:: EXTRACTED MATERIAL ::

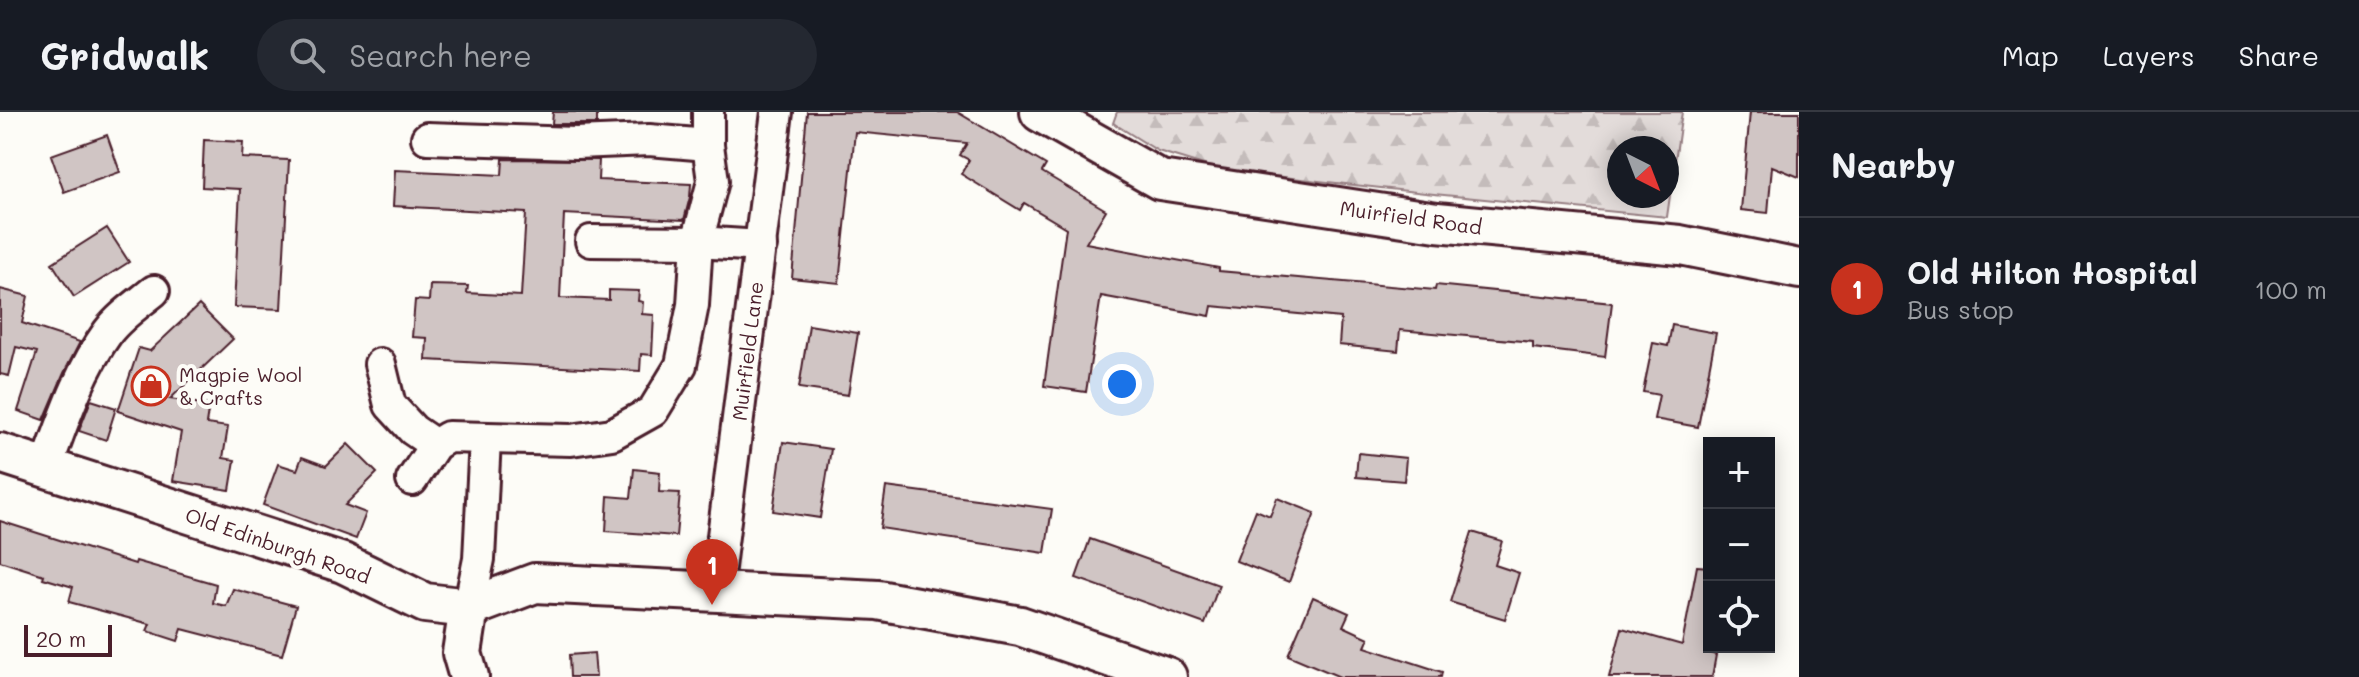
<!DOCTYPE html>
<html lang="en">
<head>
<meta charset="utf-8">
<style>
	:root { --surface:#171b24; --page:#242831; --text:#f1f3f6; --muted:#9ea1a6; --line:#363941; --accent:#c8321e }
	body { margin:0; font-family:Mali,sans-serif; background:var(--page); color:var(--text) }
	.controls { position:absolute; right:24px; bottom:24px; display:grid; overflow:hidden; border-radius:0px; box-shadow:0 4px 20px #0003 }
	.controls button { width:72px; height:72px; display:grid; place-items:center; padding:0; border:0; border-bottom:2px solid var(--line); background:var(--surface); color:var(--text); font:40px sans-serif }
	.compass { position:absolute; left:1607px; top:24px; width:72px; height:72px; border-radius:50%; background:var(--surface); box-shadow:0 4px 20px #0003; rotate:138deg }
	.scale { position:absolute; left:24px; bottom:20px; width:88px; box-sizing:border-box; padding-left:8px; border:4px solid #4a1f2b; border-top:0; font-size:22px; line-height:28px; white-space:nowrap; color:#4a1f2b; -webkit-text-stroke:6px #fdfcf7; paint-order:stroke }
	.you { position:absolute; left:1122px; top:272px; width:28px; height:28px; margin:-20px; border:6px solid #fff; border-radius:50%; background:#1a73e8; box-shadow:0 0 0 12px #1a73e833 }
	.badge { display:grid; place-items:center; width:52px; height:52px; border-radius:50%; background:var(--accent); color:#fff; font-size:26px; font-weight:700 }
	.pin { position:absolute; translate:-50% -66px; filter:drop-shadow(0 2px 4px #0008) }
	.pin::after { content:''; position:absolute; top:42px; width:28px; height:24px; background:inherit; clip-path:polygon(0 0,100% 0,50% 100%) }
	.list { margin:0; padding:0; list-style:none }
	h2 { display:flex; justify-content:space-between; align-items:center; height:104px; margin:0; padding:0 32px; font-size:34px }
	h2 small { font-size:26px; font-weight:400; color:var(--muted) }
	.list li { display:grid; grid-template-columns:52px 1fr auto; gap:24px; align-items:center; box-sizing:border-box; height:144px; padding:0 32px; border-top:2px solid var(--line) }
	.list b { display:block; font-size:30px; white-space:nowrap }
	.list p { margin:0; font-size:26px; white-space:nowrap; color:var(--muted) }
	.list em { font-size:26px; font-style:normal; color:var(--muted) }
	.icon { flex:none; width:44px; height:44px; fill:none; stroke:currentColor; stroke-width:2; stroke-linecap:round; stroke-linejoin:round }
	.map { position:relative; flex:none; width:1799px; height:565px; overflow:hidden }
	header { display:flex; align-items:center; gap:48px; box-sizing:border-box; height:112px; padding:0 40px; background:var(--surface); border-bottom:2px solid var(--line) }
	header strong { font-size:38px }
	nav { display:flex; gap:44px; margin-inline-start:auto; font-size:28px }
	.search { width:560px; height:72px; background:var(--page); display:flex; align-items:center; gap:20px; box-sizing:border-box; padding:0 28px; border-radius:44px; color:var(--muted); font-size:30px }
	main { display:flex }
	aside { flex:1; background:var(--surface) }
	.map>svg:first-child { display:block }
	.forest { fill:url(#forest-firs); stroke:#967e82; stroke-width:2; fill-rule:evenodd }
	.building { fill:#d0c5c4; stroke:#4a1f2b; stroke-width:2 }
	.lines { fill:none; stroke-linecap:round; stroke-linejoin:round }
	.minor-casing { stroke:#4a1f2b; stroke-width:36 }
	.tertiary-casing { stroke:#4a1f2b; stroke-width:44 }
	.minor { stroke:#fdfcf7; stroke-width:30 }
	.tertiary { stroke:#fdfcf7; stroke-width:38 }
	.labels { text-anchor:middle; dominant-baseline:central; stroke-width:8; stroke-linejoin:round; paint-order:stroke }
	.street-label { font-size:20px; fill:#4a1f2b; stroke:#fdfcf7 }
	.poi-label { font-size:20px; fill:#4a1f2b; stroke:#fdfcf7; text-anchor:start }
</style>
</head>
<body>
<header>
<strong>Gridwalk</strong>
<div class="search"><svg class="icon" aria-label="search" viewBox="0 0 24 24"><circle cx="10" cy="10" r="6"/><path d="M15 15l6 6"/></svg>Search here</div>
<nav><a>Map</a><a>Layers</a><a>Share</a></nav>
</header>
<main>
<div class="map">
<svg width="1799" height="565" viewBox="0 0 1799 565">
	<defs>
		<pattern id="forest-firs" width="22" height="20" patternUnits="userSpaceOnUse" patternTransform="scale(2)"><rect width="22" height="20" fill="#e3dcda"/><path d="M5 1l3.5 6h-7zM16 11l3.5 6h-7z" fill="#c4bcbb"/></pattern>
	</defs>
	<rect width="100%" height="100%" fill="#fdfcf7"/>
	<filter id="ink" filterUnits="userSpaceOnUse"><feTurbulence type="fractalNoise" baseFrequency=".0125" numOctaves="2"/><feDisplacementMap in="SourceGraphic" scale="16" xChannelSelector="R" yChannelSelector="G"/><feConvolveMatrix kernelMatrix="1 2 1 2 8 2 1 2 1" color-interpolation-filters="sRGB"/></filter>
	<g filter="url(#ink)">
		<path class="forest" d="M1117 0H1682L1667 105 1434 82 1220 58 1158 39 1113 11ZM1619 36H1667V84H1619Z"/>
		<g class="building">
			<polygon points="553,0 597,0 597,12 552,12"/>
			<polygon points="807,0 957,0 1046,53 1042,60 1106,98 1086,131 1219,156 1219,159 1435,178 1436,173 1612,191 1605,245 1533,236 1533,230 1400,218 1398,239 1339,233 1341,206 1212,194 1210,204 1101,184 1086,280 1044,274 1066,116 1024,91 1020,98 961,62 969,48 960,43 967,31 855,20 839,171 792,166"/>
			<polygon points="1750,0 1799,0 1799,65 1772,54 1768,101 1741,98"/>
			<polygon points="107,23 120,60 64,80 51,43"/>
			<polygon points="204,28 243,30 242,46 289,48 281,197 234,195 240,77 202,75"/>
			<polygon points="503,47 599,48 598,68 691,72 690,85 684,108 564,102 560,186 609,188 609,178 639,179 638,189 643,190 642,202 654,203 652,243 641,242 640,259 426,248 427,226 412,225 415,188 429,189 430,173 468,174 467,181 521,184 526,101 393,94 395,58 502,63"/>
			<polygon points="107,116 129,150 74,185 52,151"/>
			<polygon points="0,177 28,184 22,211 80,230 64,261 44,308 18,299 37,240 16,235 9,264 0,262"/>
			<polygon points="199,193 233,227 170,287 209,293 206,312 228,315 223,346 235,348 230,378 173,369 181,320 118,299 139,236 150,239"/>
			<polygon points="809,213 858,221 848,283 799,276"/>
			<polygon points="1672,213 1716,221 1698,315 1654,307 1659,283 1643,280 1653,231 1668,234"/>
			<polygon points="91,288 116,296 106,328 79,319"/>
			<polygon points="783,330 831,337 820,406 773,399"/>
			<polygon points="348,332 377,361 345,393 366,401 356,427 263,393 278,352 297,358 302,345 326,354"/>
			<polygon points="1358,341 1406,346 1404,369 1356,365"/>
			<polygon points="634,357 660,360 659,380 680,381 676,424 606,419 608,384 631,386"/>
			<polygon points="886,375 1052,397 1045,441 880,416"/>
			<polygon points="1277,386 1315,401 1289,470 1236,449 1256,398 1270,404"/>
			<polygon points="0,409 135,452 136,449 216,472 213,491 226,494 233,477 296,494 282,543 182,517 178,529 147,519 150,512 69,490 73,475 43,466 44,463 0,449"/>
			<polygon points="1472,420 1502,429 1495,453 1519,461 1505,507 1450,490"/>
			<polygon points="1090,427 1219,473 1205,512 1076,466"/>
			<polygon points="1697,454 1709,455 1709,541 1716,543 1712,565 1609,565 1622,516 1682,533"/>
			<polygon points="1313,485 1349,501 1343,514 1369,526 1365,535 1442,560 1441,565 1340,565 1288,543"/>
			<polygon points="594,541 596,565 570,565 569,543"/>
		</g>
		<g class="lines">
			<g class="minor-casing">
				<g id="minor">
					<polyline points="427,26 576,31 649,28 708,33"/>
					<polyline points="591,129 697,130 713,69 708,33 708,0"/>
					<polyline points="380,252 390,293 413,318 435,333"/>
					<path d="M46 356C63 310 79 260 108 220 120 204 138 192 154 179"/>
					<polyline points="412,368 435,333 448,325 571,328 612,322 653,299 681,253 693,193 697,130 761,134"/>
					<polyline points="716,479 777,0"/>
					<polyline points="469,496 479,447 485,327"/>
				</g>
			</g>
			<g class="tertiary-casing">
				<g id="tertiary">
					<polyline points="1040,0 1160,68 1437,110 1680,133 1799,157"/>
					<polyline points="0,341 343,451 425,491 469,496 535,471 878,488 1020,514 1167,565"/>
					<polyline points="469,565 462,541 469,496"/>
				</g>
			</g>
			<use href="#minor" class="minor"/>
			<use href="#tertiary" class="tertiary"/>
		</g>
	</g>
	<defs>
		<g id="shop-ring" transform="scale(2)"><circle r="9.5" fill="#fdfcf7" stroke="#c8321e" stroke-width="1.5"/><path d="M-5-2.5h2.3a2.7 3.5 0 0 1 5.4 0H5L5.5 6h-11ZM-1.5-2.5h3a1.5 2.3 0 0 0-3 0Z" fill="#c8321e"/></g>
	</defs>
	<g fill-rule="evenodd">
		<use href="#shop-ring" x="151" y="274"/>
	</g>
	<g class="labels">
		<g class="street-label">
			<text transform="translate(1411 105) rotate(8)">Muirfield Road</text>
			<text transform="translate(747 239) rotate(-83)">Muirfield Lane</text>
			<text transform="translate(278 433) rotate(19)">Old Edinburgh Road</text>
		</g>
		<g class="poi-label">
			<text x="179" y="262">Magpie Wool<tspan x="179" dy="23">&amp; Crafts</tspan></text>
		</g>
	</g>
</svg>
<div class="controls">
<button>+</button>
<button>−</button>
<button><svg class="icon" aria-label="locate" viewBox="0 0 24 24"><circle cx="12" cy="12" r="6"/><path d="M12 2v4M12 18v4M2 12h4M18 12h4"/></svg></button>
</div>
<svg class="compass" viewBox="-18 -18 36 36"><path d="M0-13l5 13h-10z" fill="#e53935"/><path d="M0 13l5-13h-10z" fill="#9ea1a6"/></svg>
<div class="scale">20 m</div>
<div class="you"></div>
<div class="pin badge" style="left:712px;top:493px">1</div>
</div>
<aside>
<h2>Nearby<small></small></h2>
<ul class="list">
<li><span class="badge">1</span><div><b>Old Hilton Hospital</b><p>Bus stop</p></div><em>100 m</em></li>
</ul>
</aside>
</main>
</body>
</html>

:::

Take each line above that holds the string "Muirfield" and copy it.

			<text transform="translate(1411 105) rotate(8)">Muirfield Road</text>
			<text transform="translate(747 239) rotate(-83)">Muirfield Lane</text>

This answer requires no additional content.